Docker: an excellent tool for programmers and administrators.
Docker allows to easy control system libraries. It creates a common framework, making it possible to work with distributed applications. When sending containers, you don’t have to worry about environment dependencies that could result in problems for the given application. Furthermore, Docker lets you quickly run a number of isolated applications.
How containers work
Docker guarantees that your code will work in exactly the same way on almost every Linux-based server. All you need to do is to place the program and its dependencies in a light virtual container that then locks a part of the program in a complete file system. As a result, the container holds everything that is necessary to run the program: the code, system tools and libraries- in short, the things that can be installed on a server. What is more, Docker containers are based on open standards, which means that the software will always work, regardless of the surroundings.

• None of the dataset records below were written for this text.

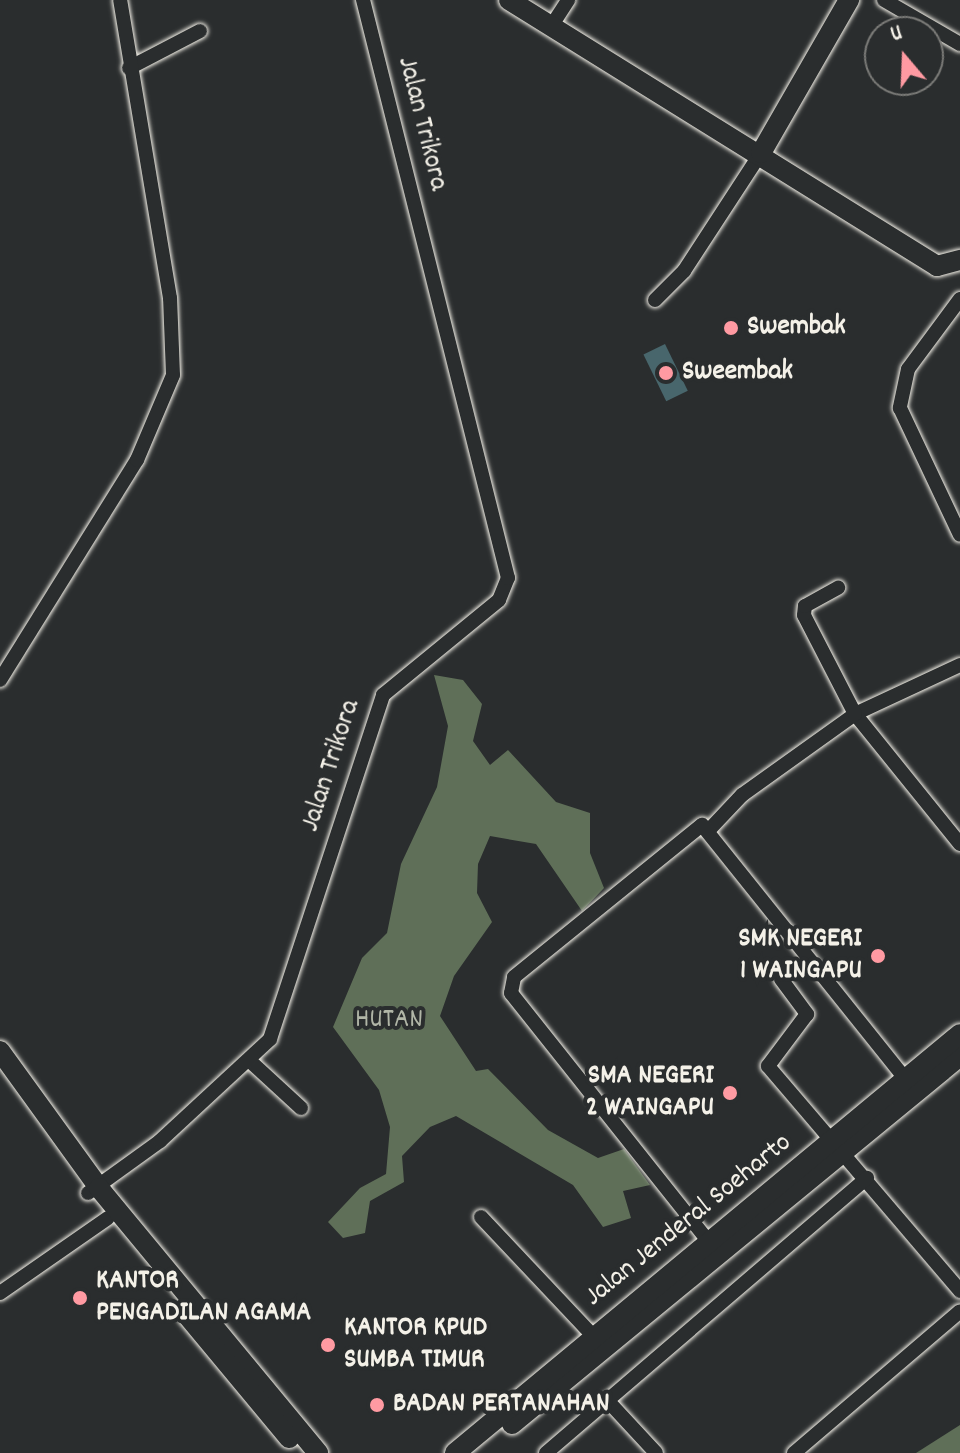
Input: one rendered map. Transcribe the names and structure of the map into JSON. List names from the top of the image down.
{
  "streets": {
    "main road": ["Jalan Jenderal Soeharto"],
    "street": ["Jalan Trikora"]
  },
  "parks": ["HUTAN"],
  "places": [
    "Swembak",
    "Sweembak",
    "SMK NEGERI 1 WAINGAPU",
    "SMA NEGERI 2 WAINGAPU",
    "KANTOR PENGADILAN AGAMA",
    "KANTOR KPUD SUMBA TIMUR",
    "BADAN PERTANAHAN"
  ],
  "north": "top"
}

Containers start immediately, sharing the same operating system core and therefore using less RAM. Built from layer file systems, images share similar files, which allows their more efficient download and use. What is more, applications and basic infrastructure are isolated from each other, which is an additional layer of protection for applications.
Containers vs. virtual machines
It would seem that these two technologies aren’t really that much different—their source of isolation, resource allocation, and benefits are similar. However, containers are more efficient due to their architecture. They contain the given application and all its dependencies, sharing the core with other containers. This means they operate as isolated processes in the user space in the host’s operating system. They cannot be combined with any specific infrastructure since they work on every computer and in any cloud. In turn, virtual machines contain documents and the necessary binary files and libraries.
What’s in it for you
First of all, you no longer need to waste time configuring programming environments and creating copies of the production code to make a local run possible. Container isolation solves internal conflicts and allows for using the best languages and tools to develop applications.
Using a container guarantees that your program will always work as intended in every environment. This is possible thanks to packaging software together with its settings and dependencies. What’s more, this enables making dynamic changes to the application. All you need to do is isolate a container, quickly make the necessary changes, and then share the updated container with production. As a result, making changes is less inconvenient than in traditional software models.
Docker is the perfect tool for creating IT systems based on the popular microservices architecture. Microservices are small services responsible for individual system functionalities. Each of them can be locked in its own container, being an independent entity that allows for creation and development in isolation from the rest of the architecture. Integration of the microservices is supported by tools such as Docker Compose and Docker Swarm. Launching the entire environment locally and for production is much easier with them.